> **What is required**
Instruction for the data below: set down exactly the lines from the line with "M371,147L378,189L381,223" to the line with "M582,205L607,197", inclusive, and no others.

_ _ _ _ _ _ _

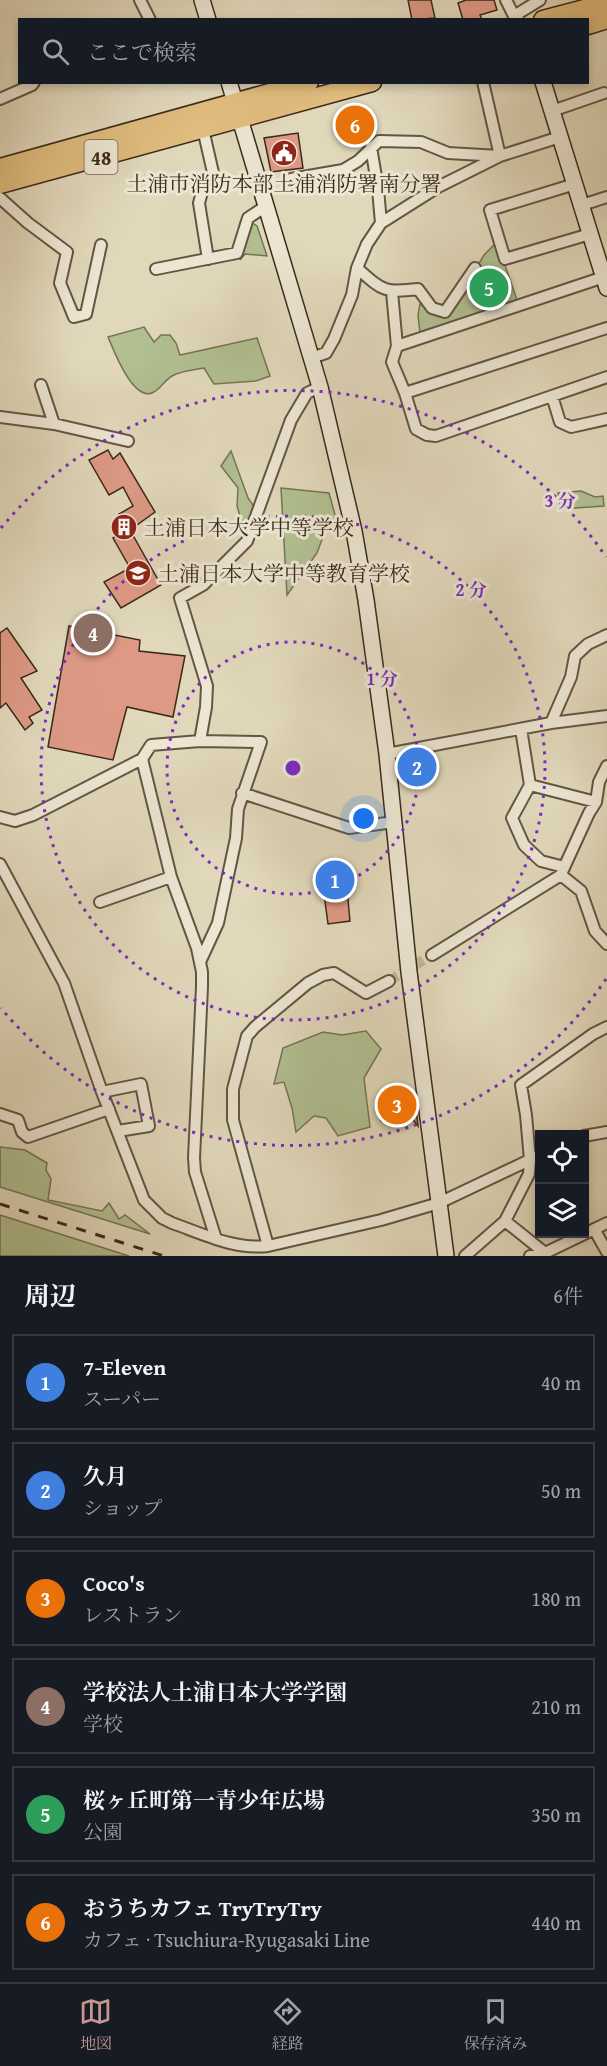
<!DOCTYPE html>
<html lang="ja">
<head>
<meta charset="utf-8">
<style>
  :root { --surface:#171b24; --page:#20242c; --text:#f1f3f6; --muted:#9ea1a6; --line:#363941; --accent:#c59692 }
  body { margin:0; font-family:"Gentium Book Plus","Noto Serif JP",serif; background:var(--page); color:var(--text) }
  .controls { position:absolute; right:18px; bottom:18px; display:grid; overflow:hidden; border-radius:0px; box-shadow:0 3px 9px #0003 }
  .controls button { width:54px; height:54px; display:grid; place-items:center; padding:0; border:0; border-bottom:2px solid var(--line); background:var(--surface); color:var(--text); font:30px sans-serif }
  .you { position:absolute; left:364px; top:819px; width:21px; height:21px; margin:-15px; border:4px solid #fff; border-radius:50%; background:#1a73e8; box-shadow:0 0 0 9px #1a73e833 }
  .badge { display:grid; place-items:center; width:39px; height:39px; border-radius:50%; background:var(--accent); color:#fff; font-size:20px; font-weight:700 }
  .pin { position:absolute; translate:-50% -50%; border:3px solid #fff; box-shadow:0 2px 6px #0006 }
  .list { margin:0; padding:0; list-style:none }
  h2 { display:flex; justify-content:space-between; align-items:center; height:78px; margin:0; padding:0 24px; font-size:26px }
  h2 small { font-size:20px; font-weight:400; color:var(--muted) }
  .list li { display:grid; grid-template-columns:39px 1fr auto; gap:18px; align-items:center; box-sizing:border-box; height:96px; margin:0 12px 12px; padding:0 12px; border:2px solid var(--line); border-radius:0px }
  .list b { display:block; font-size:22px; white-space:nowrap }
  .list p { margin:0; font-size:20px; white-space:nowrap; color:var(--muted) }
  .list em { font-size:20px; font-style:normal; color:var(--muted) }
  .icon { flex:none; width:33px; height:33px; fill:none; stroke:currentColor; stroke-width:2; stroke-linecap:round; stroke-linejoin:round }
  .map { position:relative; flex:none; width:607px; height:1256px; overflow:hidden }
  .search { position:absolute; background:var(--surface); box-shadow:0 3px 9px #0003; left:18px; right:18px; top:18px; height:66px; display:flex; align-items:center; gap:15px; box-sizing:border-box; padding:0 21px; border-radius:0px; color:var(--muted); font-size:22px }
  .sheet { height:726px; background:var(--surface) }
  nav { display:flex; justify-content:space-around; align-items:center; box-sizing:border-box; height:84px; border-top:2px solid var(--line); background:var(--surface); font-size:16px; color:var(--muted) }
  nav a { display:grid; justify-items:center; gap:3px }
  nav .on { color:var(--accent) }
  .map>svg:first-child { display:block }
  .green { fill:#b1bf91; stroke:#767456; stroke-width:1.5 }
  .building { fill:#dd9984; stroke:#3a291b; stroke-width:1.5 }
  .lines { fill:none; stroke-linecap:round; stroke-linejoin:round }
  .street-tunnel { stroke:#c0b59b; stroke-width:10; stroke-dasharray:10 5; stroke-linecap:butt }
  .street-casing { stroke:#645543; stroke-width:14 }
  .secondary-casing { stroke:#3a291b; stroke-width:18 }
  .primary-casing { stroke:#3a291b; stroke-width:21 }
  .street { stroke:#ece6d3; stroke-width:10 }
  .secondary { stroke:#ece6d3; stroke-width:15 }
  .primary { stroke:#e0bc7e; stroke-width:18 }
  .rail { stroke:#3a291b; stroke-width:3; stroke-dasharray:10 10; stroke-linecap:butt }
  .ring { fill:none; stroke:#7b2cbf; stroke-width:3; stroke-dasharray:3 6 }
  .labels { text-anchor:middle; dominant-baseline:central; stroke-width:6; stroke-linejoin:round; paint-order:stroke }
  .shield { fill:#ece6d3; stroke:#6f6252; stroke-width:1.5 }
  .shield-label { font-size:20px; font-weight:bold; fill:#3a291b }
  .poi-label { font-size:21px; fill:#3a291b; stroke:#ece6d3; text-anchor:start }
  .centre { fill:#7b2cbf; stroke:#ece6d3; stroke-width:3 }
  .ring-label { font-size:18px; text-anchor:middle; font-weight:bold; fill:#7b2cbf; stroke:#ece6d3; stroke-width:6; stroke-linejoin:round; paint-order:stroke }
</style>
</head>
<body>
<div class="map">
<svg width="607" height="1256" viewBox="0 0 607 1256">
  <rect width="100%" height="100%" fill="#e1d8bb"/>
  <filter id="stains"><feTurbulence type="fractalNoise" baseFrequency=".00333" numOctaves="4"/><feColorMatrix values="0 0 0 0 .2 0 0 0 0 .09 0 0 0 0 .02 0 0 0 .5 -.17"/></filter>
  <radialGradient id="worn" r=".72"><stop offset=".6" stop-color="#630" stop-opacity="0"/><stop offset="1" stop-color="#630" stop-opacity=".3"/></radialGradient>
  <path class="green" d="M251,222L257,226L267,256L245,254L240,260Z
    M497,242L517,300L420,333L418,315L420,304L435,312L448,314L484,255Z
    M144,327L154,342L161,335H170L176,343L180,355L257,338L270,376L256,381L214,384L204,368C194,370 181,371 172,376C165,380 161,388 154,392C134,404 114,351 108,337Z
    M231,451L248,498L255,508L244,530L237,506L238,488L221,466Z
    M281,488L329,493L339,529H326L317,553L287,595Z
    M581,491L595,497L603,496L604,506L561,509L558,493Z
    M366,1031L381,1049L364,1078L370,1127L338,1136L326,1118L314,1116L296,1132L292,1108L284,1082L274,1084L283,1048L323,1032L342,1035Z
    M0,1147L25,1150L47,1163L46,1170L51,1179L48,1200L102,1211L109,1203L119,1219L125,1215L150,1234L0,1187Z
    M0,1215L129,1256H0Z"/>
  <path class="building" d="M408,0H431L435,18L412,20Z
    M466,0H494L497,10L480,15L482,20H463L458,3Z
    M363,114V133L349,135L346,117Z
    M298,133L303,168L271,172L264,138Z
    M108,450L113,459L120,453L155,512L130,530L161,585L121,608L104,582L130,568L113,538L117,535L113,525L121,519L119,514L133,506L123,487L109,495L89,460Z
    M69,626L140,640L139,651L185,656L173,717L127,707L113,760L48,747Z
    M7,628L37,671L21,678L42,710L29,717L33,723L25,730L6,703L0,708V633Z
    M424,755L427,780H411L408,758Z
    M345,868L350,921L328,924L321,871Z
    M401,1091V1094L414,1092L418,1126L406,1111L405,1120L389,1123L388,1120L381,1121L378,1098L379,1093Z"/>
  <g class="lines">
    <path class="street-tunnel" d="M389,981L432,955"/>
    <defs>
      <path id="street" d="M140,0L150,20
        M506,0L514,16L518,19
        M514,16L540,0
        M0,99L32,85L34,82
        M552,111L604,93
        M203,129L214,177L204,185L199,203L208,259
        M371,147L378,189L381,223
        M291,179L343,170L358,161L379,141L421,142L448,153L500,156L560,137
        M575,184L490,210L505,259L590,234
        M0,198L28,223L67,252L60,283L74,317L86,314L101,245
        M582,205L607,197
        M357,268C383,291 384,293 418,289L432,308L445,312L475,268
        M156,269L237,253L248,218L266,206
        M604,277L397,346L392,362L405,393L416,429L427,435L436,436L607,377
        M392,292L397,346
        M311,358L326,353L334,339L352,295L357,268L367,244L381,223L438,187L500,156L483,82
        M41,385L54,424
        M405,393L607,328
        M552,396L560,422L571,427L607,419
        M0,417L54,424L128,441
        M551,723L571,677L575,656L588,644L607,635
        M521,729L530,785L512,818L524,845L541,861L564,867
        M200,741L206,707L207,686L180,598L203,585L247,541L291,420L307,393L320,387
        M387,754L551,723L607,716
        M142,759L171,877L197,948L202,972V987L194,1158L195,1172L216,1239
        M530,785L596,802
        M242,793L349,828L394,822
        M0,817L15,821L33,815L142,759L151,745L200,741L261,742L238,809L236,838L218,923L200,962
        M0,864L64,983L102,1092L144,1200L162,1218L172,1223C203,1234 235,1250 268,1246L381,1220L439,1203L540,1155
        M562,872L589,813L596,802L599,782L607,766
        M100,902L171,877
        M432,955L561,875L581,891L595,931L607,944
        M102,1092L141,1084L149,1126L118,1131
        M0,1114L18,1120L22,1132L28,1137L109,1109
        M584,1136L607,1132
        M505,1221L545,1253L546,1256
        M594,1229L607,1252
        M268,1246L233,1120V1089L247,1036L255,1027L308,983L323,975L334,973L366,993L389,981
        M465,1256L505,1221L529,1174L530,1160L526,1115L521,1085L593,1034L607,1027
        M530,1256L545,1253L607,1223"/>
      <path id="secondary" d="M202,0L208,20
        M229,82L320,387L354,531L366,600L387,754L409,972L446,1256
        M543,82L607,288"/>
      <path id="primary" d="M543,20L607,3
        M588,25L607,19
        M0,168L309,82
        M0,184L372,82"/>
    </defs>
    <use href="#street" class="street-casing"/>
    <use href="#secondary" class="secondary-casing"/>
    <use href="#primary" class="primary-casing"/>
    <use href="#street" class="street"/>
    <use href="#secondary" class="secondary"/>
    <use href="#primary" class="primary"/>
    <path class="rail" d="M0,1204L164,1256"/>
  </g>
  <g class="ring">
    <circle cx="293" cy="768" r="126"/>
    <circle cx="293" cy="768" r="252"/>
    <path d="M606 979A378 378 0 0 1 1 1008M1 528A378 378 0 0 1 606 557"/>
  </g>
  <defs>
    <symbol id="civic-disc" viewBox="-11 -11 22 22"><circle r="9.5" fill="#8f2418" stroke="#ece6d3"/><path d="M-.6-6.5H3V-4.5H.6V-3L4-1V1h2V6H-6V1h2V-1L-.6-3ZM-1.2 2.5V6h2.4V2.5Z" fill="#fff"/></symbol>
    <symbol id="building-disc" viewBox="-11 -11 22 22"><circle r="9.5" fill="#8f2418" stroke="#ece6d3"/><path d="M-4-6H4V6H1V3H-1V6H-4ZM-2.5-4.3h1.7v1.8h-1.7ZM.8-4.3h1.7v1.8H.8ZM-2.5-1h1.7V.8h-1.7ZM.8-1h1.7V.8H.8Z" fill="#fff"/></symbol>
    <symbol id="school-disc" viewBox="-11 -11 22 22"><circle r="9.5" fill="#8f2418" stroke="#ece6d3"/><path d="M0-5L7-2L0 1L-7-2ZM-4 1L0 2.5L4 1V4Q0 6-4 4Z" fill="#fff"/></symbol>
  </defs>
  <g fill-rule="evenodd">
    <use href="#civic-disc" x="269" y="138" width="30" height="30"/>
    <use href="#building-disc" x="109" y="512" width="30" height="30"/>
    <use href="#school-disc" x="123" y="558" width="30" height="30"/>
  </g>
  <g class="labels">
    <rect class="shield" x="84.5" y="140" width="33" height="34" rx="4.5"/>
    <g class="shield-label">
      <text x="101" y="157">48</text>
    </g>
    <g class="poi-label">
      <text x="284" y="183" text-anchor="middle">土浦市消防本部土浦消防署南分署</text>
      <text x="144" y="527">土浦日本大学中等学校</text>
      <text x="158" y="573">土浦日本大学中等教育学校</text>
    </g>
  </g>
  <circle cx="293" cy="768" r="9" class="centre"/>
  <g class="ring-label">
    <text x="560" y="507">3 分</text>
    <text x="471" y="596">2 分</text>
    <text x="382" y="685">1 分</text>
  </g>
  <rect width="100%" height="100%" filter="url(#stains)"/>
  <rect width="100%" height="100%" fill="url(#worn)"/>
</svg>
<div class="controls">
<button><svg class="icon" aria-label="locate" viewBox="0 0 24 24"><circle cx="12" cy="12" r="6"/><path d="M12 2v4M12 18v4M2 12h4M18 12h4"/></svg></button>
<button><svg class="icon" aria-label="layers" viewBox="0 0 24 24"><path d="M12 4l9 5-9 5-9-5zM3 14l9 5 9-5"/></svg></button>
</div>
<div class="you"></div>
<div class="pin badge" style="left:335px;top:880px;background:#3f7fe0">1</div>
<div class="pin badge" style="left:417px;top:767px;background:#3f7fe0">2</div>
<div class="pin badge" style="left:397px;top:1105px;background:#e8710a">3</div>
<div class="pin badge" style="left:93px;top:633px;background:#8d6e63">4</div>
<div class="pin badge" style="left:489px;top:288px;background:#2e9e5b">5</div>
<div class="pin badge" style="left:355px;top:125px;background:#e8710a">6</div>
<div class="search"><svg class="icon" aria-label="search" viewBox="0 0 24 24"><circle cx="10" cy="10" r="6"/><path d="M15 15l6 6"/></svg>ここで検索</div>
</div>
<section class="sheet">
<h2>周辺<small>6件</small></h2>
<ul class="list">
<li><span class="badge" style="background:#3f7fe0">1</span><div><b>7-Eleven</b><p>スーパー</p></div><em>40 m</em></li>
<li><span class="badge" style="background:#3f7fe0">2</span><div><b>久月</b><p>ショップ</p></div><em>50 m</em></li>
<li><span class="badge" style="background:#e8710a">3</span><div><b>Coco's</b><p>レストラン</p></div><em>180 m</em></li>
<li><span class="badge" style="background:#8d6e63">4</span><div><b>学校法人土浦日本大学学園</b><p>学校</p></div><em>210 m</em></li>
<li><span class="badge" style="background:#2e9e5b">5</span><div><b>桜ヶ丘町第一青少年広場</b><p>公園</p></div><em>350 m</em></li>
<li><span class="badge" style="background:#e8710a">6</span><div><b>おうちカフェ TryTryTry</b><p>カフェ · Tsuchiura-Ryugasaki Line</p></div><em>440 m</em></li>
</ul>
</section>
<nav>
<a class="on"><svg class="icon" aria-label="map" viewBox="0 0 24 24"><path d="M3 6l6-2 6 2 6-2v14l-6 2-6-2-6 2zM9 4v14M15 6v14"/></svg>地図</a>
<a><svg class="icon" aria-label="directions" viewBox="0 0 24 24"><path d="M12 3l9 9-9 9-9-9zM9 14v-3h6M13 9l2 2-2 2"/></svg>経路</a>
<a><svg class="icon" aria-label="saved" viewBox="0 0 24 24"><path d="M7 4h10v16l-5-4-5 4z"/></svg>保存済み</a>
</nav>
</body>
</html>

_ _ _ _ _ _ _

> **The answer**
        M371,147L378,189L381,223
        M291,179L343,170L358,161L379,141L421,142L448,153L500,156L560,137
        M575,184L490,210L505,259L590,234
        M0,198L28,223L67,252L60,283L74,317L86,314L101,245
        M582,205L607,197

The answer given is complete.